| Records to use |
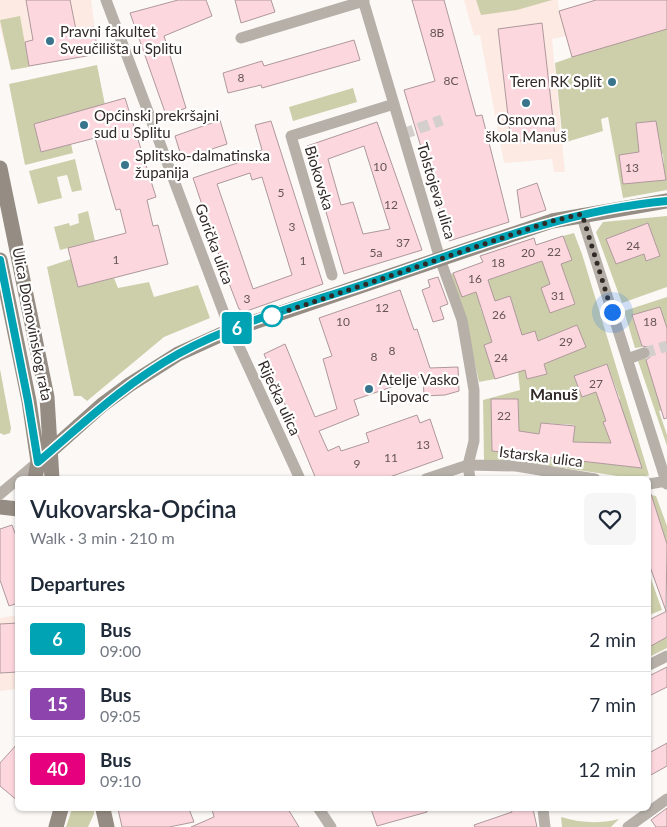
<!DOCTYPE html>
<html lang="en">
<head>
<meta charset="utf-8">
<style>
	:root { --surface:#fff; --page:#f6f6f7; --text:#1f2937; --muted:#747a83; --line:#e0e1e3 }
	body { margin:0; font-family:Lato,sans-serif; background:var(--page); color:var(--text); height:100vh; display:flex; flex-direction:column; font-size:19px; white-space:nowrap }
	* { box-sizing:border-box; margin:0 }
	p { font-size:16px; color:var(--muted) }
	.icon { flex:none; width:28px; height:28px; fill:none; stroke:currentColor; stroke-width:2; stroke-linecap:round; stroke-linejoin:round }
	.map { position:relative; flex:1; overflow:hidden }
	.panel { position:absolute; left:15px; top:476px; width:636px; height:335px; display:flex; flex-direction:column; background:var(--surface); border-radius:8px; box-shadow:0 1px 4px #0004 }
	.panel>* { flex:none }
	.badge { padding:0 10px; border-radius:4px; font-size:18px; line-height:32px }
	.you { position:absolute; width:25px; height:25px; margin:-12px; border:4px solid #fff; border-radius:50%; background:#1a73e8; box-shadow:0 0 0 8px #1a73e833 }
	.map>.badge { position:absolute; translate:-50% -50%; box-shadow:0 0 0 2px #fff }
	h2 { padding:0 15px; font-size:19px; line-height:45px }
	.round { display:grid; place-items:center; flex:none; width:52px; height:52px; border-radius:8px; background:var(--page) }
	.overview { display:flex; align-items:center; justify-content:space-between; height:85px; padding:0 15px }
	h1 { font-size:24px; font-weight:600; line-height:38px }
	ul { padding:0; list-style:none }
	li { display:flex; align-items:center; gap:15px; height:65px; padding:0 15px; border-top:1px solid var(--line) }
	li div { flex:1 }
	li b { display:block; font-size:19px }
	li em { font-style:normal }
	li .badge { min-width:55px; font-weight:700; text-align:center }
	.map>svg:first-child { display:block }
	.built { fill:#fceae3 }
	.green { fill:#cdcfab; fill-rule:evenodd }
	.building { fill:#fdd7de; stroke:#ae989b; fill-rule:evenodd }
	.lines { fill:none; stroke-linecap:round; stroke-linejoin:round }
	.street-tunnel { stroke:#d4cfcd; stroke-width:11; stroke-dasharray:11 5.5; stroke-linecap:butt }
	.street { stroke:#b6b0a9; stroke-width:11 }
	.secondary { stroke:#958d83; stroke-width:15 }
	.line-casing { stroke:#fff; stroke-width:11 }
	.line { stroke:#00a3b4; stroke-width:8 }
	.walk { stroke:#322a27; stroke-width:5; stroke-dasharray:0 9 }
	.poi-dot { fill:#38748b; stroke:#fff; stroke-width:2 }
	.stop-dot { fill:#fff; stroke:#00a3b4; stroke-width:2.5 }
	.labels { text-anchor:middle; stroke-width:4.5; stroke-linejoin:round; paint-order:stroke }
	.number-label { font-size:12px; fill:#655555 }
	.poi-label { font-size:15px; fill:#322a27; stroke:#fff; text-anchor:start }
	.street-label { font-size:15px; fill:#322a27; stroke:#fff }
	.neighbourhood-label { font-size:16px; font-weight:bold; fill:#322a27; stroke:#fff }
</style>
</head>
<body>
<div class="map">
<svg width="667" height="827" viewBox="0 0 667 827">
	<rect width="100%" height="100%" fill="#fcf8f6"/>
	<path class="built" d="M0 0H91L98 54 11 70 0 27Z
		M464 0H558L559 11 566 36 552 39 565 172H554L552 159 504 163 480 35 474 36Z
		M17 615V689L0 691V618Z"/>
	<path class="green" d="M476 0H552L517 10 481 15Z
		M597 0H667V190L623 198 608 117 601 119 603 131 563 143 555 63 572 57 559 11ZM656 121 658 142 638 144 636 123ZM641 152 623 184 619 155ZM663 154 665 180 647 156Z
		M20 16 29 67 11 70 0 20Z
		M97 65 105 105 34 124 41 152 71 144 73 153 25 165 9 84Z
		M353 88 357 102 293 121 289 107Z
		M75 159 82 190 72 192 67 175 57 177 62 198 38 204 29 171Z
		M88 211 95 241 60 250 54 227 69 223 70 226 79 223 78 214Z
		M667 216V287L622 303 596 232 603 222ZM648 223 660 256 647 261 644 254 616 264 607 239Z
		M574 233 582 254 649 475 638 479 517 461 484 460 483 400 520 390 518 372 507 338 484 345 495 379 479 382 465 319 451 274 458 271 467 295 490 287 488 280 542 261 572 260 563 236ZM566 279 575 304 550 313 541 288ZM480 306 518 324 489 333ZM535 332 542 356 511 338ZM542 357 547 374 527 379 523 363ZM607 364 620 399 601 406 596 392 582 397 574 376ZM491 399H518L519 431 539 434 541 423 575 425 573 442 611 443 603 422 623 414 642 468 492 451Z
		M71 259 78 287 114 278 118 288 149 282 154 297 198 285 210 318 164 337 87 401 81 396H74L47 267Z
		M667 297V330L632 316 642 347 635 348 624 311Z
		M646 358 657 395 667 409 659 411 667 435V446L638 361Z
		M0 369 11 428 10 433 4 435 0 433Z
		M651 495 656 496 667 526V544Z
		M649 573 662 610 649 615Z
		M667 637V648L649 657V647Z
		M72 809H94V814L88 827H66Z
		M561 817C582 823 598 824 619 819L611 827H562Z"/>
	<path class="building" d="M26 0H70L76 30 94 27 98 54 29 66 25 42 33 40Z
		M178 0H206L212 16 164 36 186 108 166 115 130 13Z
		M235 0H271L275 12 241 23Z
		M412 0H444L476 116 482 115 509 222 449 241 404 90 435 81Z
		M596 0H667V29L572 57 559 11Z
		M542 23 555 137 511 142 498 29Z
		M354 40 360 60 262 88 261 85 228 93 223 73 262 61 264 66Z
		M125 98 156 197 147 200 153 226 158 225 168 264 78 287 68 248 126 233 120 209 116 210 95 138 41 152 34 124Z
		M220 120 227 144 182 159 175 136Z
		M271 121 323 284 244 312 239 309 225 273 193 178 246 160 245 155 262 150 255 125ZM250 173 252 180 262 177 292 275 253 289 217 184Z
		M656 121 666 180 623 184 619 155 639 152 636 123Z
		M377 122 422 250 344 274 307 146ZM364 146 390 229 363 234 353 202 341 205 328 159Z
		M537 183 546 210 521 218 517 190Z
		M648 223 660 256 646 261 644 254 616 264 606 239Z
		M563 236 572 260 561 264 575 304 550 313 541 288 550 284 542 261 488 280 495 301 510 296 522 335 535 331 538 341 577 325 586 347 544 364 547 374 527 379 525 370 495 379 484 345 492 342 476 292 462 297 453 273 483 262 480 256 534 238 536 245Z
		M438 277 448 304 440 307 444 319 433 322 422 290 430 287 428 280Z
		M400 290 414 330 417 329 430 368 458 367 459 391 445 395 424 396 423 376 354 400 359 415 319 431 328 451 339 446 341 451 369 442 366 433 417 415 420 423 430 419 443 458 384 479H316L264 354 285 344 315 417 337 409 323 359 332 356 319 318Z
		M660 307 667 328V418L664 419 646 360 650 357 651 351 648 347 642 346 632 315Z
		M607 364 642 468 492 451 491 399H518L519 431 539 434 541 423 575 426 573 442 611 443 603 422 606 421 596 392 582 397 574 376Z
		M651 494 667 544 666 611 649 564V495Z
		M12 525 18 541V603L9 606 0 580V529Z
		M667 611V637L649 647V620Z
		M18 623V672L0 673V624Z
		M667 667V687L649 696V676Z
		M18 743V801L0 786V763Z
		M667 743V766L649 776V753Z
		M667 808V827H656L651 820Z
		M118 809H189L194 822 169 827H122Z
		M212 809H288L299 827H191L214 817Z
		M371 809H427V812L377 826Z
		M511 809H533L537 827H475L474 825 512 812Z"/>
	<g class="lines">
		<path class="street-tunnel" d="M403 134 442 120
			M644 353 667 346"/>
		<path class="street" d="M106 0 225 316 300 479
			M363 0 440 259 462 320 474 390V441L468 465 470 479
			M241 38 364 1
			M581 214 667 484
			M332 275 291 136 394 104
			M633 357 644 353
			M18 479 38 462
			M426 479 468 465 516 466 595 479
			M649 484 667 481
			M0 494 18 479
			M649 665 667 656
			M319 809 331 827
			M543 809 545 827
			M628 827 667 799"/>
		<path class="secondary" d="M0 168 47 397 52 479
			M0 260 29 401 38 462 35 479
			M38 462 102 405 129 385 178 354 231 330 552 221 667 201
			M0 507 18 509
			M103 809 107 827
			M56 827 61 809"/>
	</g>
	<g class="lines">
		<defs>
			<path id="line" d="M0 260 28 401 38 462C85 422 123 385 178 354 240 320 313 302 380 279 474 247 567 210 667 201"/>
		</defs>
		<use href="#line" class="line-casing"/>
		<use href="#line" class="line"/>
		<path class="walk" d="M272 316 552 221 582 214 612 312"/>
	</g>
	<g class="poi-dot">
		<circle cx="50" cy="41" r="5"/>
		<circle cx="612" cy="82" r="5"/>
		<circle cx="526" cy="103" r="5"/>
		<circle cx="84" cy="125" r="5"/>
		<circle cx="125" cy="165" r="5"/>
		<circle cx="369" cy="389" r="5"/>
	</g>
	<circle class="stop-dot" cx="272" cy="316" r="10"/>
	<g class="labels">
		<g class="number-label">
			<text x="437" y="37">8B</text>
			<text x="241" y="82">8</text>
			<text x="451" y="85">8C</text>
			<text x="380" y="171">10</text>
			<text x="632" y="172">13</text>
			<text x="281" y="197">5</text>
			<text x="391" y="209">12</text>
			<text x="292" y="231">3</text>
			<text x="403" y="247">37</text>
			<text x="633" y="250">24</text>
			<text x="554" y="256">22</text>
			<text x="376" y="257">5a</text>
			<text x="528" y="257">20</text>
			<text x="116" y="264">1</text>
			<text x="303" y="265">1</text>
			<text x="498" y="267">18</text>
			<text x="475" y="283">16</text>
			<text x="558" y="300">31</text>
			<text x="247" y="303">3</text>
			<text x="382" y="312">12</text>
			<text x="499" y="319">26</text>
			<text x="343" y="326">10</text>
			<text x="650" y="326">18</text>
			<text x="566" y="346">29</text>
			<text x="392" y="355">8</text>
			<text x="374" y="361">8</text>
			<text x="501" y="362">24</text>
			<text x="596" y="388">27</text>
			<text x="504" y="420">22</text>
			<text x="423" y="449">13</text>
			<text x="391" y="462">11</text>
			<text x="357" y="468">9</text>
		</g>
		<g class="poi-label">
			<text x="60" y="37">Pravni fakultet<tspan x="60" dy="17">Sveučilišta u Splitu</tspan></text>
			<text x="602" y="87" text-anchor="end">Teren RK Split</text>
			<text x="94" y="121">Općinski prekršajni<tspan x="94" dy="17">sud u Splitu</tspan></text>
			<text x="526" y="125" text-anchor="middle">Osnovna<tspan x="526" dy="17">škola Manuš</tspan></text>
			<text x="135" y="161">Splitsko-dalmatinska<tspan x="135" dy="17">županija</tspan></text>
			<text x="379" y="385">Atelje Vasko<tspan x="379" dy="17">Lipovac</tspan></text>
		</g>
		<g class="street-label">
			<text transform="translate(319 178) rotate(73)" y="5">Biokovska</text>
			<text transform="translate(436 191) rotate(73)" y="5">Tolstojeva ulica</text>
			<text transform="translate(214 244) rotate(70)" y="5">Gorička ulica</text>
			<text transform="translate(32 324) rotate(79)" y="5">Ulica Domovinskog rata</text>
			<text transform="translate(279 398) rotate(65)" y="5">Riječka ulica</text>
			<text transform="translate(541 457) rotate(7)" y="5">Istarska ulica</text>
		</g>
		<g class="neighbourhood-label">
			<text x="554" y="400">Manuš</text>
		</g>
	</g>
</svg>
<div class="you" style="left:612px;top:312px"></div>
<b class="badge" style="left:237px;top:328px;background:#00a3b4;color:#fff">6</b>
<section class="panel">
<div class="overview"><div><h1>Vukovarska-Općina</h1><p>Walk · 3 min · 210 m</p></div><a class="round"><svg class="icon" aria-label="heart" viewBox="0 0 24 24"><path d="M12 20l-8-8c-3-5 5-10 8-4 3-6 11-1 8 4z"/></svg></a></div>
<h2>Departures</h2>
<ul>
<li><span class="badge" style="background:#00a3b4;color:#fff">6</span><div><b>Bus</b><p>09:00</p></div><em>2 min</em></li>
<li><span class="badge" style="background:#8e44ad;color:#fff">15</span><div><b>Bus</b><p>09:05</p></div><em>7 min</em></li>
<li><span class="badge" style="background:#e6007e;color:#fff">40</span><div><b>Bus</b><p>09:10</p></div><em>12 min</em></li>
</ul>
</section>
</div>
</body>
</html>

---

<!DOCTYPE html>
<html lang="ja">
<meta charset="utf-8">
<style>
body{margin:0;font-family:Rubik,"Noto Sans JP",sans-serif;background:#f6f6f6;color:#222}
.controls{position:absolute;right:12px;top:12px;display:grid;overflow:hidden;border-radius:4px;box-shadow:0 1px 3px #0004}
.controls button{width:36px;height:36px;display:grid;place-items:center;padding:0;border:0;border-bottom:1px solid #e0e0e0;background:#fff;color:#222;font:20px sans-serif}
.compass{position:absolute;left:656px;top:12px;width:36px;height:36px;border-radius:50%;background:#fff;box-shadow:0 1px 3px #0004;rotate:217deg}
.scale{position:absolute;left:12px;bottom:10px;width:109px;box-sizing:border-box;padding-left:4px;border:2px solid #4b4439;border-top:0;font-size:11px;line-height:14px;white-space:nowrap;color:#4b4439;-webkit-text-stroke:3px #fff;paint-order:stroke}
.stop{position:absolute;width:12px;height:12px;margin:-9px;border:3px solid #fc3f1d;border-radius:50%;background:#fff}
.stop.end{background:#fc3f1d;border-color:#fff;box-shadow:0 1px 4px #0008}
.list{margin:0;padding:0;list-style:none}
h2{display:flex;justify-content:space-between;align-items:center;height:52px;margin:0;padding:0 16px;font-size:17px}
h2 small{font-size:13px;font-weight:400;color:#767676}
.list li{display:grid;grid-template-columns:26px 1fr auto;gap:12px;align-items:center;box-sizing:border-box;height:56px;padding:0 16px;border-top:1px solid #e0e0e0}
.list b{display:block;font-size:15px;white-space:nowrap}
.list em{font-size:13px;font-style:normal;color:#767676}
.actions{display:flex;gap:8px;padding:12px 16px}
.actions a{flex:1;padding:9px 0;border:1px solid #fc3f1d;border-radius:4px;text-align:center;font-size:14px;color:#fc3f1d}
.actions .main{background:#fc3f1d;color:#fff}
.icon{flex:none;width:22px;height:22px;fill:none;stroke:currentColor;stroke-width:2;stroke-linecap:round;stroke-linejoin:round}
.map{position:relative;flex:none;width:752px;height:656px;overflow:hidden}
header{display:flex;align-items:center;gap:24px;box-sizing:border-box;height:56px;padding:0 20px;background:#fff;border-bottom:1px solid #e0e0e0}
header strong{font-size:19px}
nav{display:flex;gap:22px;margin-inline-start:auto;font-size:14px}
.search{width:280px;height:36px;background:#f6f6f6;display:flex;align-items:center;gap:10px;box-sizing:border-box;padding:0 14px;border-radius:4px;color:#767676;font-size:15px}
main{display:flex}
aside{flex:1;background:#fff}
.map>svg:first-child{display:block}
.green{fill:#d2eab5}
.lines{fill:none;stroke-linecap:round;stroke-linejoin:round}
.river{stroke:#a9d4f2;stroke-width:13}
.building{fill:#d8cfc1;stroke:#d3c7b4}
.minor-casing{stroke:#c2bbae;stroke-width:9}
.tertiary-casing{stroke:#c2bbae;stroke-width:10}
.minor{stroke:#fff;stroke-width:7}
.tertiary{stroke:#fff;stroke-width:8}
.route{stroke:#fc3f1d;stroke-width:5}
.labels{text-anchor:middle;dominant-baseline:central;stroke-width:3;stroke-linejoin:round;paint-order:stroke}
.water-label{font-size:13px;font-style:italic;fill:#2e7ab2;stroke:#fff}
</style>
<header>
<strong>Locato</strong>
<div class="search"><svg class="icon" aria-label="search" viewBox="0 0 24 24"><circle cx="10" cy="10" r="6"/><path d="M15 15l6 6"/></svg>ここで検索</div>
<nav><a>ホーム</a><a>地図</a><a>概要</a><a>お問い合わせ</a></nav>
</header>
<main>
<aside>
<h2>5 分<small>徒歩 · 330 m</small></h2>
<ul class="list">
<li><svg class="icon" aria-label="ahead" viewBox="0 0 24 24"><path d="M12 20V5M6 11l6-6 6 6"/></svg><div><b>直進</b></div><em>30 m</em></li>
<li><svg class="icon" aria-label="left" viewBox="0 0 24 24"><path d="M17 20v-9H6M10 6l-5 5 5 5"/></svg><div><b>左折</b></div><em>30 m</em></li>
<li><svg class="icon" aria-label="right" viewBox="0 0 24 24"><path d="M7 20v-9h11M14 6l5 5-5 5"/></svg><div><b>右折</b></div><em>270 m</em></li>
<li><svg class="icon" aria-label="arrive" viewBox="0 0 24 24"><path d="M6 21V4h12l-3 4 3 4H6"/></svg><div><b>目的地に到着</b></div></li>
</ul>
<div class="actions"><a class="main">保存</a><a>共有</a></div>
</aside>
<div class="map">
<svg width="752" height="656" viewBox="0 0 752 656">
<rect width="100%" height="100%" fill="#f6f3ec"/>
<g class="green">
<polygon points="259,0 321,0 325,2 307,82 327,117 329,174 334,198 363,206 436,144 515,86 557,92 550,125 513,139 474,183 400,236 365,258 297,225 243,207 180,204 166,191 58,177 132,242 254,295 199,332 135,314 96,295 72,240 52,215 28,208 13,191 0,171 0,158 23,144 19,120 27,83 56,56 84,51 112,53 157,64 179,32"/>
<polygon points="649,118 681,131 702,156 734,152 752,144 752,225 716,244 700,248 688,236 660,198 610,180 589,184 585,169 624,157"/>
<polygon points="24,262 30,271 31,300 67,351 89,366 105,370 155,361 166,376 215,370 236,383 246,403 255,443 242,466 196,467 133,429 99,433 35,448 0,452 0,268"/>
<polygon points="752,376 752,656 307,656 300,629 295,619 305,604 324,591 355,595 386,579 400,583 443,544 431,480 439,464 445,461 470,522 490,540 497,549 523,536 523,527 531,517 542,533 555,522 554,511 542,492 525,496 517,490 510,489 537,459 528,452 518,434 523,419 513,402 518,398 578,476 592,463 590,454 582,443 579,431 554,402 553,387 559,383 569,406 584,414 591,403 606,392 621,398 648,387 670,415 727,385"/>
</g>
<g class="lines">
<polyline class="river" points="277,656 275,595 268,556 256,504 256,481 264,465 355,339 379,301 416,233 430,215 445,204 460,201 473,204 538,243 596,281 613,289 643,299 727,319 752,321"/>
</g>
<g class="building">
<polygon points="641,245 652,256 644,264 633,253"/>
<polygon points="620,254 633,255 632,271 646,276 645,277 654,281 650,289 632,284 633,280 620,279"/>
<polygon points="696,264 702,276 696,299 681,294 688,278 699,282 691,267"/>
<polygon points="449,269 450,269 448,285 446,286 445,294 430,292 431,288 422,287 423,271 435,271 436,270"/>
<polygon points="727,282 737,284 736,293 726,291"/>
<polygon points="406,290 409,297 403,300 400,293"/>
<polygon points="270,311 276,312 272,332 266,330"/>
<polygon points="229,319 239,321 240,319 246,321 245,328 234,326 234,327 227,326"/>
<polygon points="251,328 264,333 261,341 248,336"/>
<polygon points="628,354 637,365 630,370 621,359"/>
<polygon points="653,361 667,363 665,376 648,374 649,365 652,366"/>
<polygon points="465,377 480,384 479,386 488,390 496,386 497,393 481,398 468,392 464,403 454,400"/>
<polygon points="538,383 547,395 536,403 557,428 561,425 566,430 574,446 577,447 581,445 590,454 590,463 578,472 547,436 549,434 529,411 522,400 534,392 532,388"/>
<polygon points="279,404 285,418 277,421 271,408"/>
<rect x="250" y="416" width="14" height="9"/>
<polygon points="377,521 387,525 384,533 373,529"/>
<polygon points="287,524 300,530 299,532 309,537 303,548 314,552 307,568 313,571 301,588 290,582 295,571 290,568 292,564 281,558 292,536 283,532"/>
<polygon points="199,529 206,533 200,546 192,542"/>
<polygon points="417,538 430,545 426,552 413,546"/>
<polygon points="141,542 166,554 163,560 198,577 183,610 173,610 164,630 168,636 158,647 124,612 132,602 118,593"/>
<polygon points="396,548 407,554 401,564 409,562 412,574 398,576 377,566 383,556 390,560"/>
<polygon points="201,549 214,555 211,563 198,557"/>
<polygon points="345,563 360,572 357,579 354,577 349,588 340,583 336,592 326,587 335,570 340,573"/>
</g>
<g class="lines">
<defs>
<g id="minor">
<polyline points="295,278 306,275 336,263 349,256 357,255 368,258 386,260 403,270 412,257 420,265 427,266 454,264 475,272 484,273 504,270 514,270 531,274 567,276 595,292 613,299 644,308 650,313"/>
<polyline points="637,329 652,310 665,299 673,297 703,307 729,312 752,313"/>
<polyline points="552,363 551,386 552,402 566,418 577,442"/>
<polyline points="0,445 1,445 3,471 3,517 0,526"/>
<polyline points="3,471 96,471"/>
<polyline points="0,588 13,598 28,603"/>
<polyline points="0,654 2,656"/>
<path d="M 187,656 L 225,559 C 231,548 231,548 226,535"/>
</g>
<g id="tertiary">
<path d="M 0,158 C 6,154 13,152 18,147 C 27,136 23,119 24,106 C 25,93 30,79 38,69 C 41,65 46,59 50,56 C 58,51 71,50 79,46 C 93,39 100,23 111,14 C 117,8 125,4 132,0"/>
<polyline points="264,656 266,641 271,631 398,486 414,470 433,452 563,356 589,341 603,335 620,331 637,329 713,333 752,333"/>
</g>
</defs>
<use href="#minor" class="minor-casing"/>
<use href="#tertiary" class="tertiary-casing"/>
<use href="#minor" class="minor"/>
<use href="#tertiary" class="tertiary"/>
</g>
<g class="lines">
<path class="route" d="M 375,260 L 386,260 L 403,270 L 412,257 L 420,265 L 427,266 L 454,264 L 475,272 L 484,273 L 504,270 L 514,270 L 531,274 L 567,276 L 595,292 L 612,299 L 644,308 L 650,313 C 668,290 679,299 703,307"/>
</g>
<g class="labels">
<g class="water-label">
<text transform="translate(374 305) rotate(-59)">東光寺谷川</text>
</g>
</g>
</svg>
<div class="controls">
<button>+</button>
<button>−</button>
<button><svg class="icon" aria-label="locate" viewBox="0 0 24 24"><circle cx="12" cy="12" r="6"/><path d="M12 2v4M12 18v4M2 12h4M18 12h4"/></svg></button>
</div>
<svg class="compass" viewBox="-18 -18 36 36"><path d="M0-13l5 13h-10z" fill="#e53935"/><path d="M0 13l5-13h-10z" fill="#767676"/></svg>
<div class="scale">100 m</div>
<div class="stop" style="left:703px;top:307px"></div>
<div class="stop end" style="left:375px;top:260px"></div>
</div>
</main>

| Exercise objective |
Return every line of the listing above that contains "scale".

| Response area |
.scale{position:absolute;left:12px;bottom:10px;width:109px;box-sizing:border-box;padding-left:4px;border:2px solid #4b4439;border-top:0;font-size:11px;line-height:14px;white-space:nowrap;color:#4b4439;-webkit-text-stroke:3px #fff;paint-order:stroke}
<div class="scale">100 m</div>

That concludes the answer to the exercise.